- [PROBLEM DESCRIPTION] From the entries, copy out every line in which the word "white" is found.

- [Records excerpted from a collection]
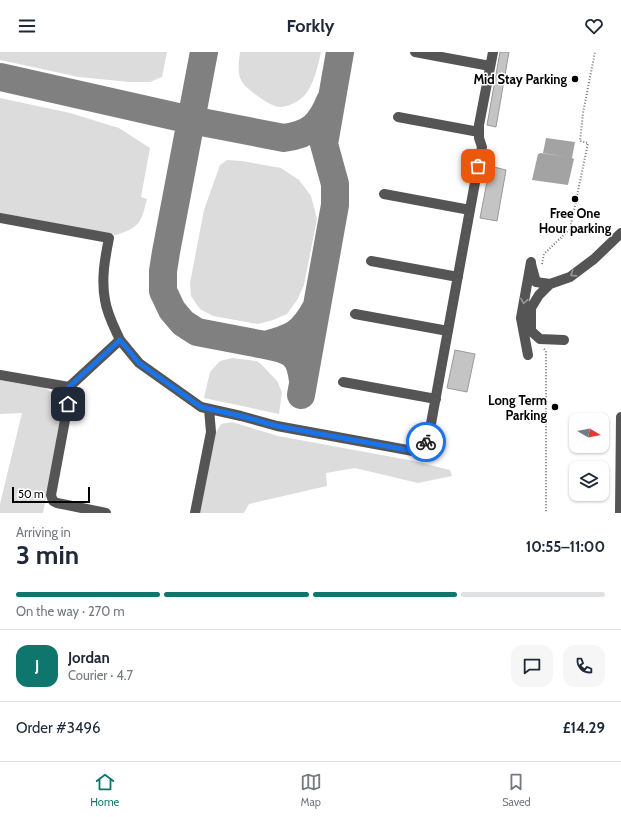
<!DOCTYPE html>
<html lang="en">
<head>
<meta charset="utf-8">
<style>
  :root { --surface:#fff; --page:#f6f6f7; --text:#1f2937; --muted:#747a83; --line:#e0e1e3; --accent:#0f766e }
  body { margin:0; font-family:Cabin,sans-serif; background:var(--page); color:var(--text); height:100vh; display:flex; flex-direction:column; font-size:15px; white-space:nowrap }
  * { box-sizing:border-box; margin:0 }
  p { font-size:13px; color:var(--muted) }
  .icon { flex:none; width:22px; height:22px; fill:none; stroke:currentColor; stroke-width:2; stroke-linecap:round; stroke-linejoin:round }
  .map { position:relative; height:461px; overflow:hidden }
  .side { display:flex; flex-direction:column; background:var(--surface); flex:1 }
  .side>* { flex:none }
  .needle { width:26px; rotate:99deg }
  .buttons { position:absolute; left:569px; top:361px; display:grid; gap:8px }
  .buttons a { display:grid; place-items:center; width:40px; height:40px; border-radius:8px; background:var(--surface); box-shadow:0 1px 3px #0004; font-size:20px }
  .scale { position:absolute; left:12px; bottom:10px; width:78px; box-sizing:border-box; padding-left:4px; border:2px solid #000; border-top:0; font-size:11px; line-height:14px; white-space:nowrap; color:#000; -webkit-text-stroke:3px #fff; paint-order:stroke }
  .pin { position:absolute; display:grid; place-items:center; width:34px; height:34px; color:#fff; margin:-17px; border-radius:8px; box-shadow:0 2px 6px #0006 }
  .courier { position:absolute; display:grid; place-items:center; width:40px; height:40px; margin:-20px; border:3px solid #1a73e8; border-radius:50%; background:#fff; color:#222; box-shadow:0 1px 5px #0007 }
  .overview em { font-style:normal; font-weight:700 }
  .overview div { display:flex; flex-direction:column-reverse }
  .overview { display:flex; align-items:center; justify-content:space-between; height:68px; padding:0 16px }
  h1 { font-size:26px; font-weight:700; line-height:30px }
  .bar { display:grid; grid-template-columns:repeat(4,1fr); gap:6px 4px; align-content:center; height:48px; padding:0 16px }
  .bar i { height:5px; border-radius:3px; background:var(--line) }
  .bar .active { background:var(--accent) }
  .bar p { grid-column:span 4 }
  .line { display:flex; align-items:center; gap:10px; padding:0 16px; border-top:1px solid var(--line) }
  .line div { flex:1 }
  .round { display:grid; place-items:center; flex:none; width:42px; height:42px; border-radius:12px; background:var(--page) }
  header { display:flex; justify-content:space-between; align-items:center; height:52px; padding:0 16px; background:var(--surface); font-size:18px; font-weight:700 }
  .tabs { display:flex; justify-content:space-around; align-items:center; height:56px; border-top:1px solid var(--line); background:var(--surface); font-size:11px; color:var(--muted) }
  .tabs a { display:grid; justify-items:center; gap:2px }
  .tabs .active { color:var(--accent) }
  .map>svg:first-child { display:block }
  .green { fill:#dcdcdc }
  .water { fill:#a3a3a3 }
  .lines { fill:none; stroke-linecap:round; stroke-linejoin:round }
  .taxiway { stroke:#808080; stroke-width:28 }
  .building { fill:#c4c4c4; stroke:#999 }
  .path { stroke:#777; stroke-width:2; stroke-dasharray:1 2; stroke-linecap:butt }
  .minor { stroke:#555; stroke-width:10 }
  .oneway { stroke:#999 }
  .done { stroke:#595959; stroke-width:4; stroke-dasharray:0 7.2 }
  .route { stroke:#1a73e8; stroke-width:5 }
  .poi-dot { fill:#000; stroke:#fff; stroke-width:1.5 }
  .labels { text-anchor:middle; stroke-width:3; stroke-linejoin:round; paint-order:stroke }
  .poi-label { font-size:13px; font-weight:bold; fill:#000; stroke:#fff; text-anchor:end }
</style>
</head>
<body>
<header><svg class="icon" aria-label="menu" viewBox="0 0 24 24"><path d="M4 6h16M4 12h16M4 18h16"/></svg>Forkly<svg class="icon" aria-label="heart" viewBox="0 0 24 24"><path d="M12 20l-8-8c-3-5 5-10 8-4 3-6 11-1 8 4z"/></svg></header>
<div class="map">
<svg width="621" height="461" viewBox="0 0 621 461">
  <rect width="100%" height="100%" fill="#fff"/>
  <path class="green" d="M0,0H167L162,25L150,30H129L79,25L0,8Z
    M240,0H321C318,14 314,32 305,43C299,49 289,55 280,55C271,55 244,36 241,28C237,20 239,8 240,0Z
    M0,46L70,61L119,76L150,96L141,145L147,147C141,171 140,175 116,183L0,161Z
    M227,108L242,109L281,116L299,128L311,144L317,167L304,233L297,248L287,262L273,268L258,272L213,264L200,257L191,244L190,231L204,158L220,113Z
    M232,306L257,309L262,313L277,329L282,340L279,362L204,346L210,320L220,309Z
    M0,328L45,336L56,343L62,360L43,461H0V452L22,361L0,362Z
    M232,370L278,384L414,409L450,418L452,424L418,431L355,416L326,421L327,434L249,452L244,461H199L215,382L221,372Z"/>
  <path class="water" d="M546,86L575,90L572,106L574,107L568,133L532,128L538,102L541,101L566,105L543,101Z"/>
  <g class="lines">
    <path class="taxiway" d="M204,0L166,200L163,219V239L172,258L183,271L197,280L265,293
      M0,25L191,68L284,86C311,82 320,73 330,49
      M303,329C300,301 291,298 265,293C292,286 302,282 316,256
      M301,343L335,153V132L324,92L340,0"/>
  </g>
  <path class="building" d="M500,0H509L496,75L487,73Z
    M490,114L506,118L497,169L480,166Z
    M455,298L475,302L467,340L447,336Z"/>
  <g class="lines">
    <path class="path" d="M542,212L544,202L570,177L588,91L580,89L583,61L595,0
      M544,297L546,299V461"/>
    <path class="minor" d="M415,0L490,14
      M398,65L479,80
      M384,142L470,158
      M0,166L109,186C105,206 101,227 105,248C107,262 114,275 120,288
      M371,209L458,225
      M531,212L536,230L550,232
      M355,262L448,279
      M564,288L540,287L531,279V256L539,243L550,232L570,225L594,207L621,181
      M528,303L521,266L531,210
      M0,323L69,335L120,288L139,311L201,355L241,364L277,374L413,399L423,395L428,388L478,114L482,95L479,86V73L493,0
      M343,330L436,347
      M69,335L68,352L51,443L53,449L57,451L106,461
      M195,461L211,380L209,357
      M620,461L621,365"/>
  </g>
  <defs><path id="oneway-chevron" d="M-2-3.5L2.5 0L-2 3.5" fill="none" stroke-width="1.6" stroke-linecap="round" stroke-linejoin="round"/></defs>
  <g class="oneway">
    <use href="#oneway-chevron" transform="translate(573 222) rotate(147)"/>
    <use href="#oneway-chevron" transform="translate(524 249) rotate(99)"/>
  </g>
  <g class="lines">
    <path class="done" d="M426,390L436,346L478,114"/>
    <path class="route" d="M68,352L69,335L120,288L139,311L201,355L241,364L277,374L413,399L424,395L426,390"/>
  </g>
  <g class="poi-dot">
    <circle cx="575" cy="27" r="4"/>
    <circle cx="575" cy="147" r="4"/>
    <circle cx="555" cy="355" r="4"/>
  </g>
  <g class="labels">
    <g class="poi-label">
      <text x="567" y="32">Mid Stay Parking</text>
      <text x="575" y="166" text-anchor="middle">Free One<tspan x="575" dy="15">Hour parking</tspan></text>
      <text x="547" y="353">Long Term<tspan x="547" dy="15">Parking</tspan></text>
    </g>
  </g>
</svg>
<div class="buttons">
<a><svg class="needle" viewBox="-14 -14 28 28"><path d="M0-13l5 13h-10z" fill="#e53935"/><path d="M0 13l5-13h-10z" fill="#747a83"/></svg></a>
<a><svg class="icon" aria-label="layers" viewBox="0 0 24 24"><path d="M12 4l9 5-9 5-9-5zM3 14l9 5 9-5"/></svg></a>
</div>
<div class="scale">50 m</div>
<div class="pin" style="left:478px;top:114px;background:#ea580c"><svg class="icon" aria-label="bag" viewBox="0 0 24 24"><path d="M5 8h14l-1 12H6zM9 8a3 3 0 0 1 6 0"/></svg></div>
<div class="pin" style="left:68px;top:352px;background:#1f2937"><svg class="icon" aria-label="home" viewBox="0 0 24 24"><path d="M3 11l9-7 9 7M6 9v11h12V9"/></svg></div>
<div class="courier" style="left:426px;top:390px"><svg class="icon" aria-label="bike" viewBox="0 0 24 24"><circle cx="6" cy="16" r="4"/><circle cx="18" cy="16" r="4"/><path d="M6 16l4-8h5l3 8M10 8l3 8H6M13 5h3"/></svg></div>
</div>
<section class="side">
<div class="overview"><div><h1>3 min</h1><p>Arriving in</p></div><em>10:55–11:00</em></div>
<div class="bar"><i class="active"></i><i class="active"></i><i class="active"></i><i></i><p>On the way · 270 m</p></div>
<div class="line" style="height:72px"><b class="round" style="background:var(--accent);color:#fff">J</b><div><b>Jordan</b><p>Courier · 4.7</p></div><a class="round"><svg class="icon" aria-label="chat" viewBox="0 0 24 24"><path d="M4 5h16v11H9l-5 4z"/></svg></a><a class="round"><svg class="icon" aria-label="phone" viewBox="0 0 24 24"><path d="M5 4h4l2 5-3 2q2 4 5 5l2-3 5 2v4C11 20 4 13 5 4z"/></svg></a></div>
<div class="line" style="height:52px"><div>Order #3496</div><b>£14.29</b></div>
</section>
<nav class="tabs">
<a class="active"><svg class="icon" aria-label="home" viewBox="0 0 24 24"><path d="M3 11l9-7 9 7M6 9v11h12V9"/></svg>Home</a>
<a><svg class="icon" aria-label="map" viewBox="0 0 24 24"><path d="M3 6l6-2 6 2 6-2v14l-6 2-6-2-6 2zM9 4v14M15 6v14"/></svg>Map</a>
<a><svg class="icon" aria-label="saved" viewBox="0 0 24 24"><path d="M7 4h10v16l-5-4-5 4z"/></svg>Saved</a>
</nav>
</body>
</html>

- [TASK RESULT]
  body { margin:0; font-family:Cabin,sans-serif; background:var(--page); color:var(--text); height:100vh; display:flex; flex-direction:column; font-size:15px; white-space:nowrap }
  .scale { position:absolute; left:12px; bottom:10px; width:78px; box-sizing:border-box; padding-left:4px; border:2px solid #000; border-top:0; font-size:11px; line-height:14px; white-space:nowrap; color:#000; -webkit-text-stroke:3px #fff; paint-order:stroke }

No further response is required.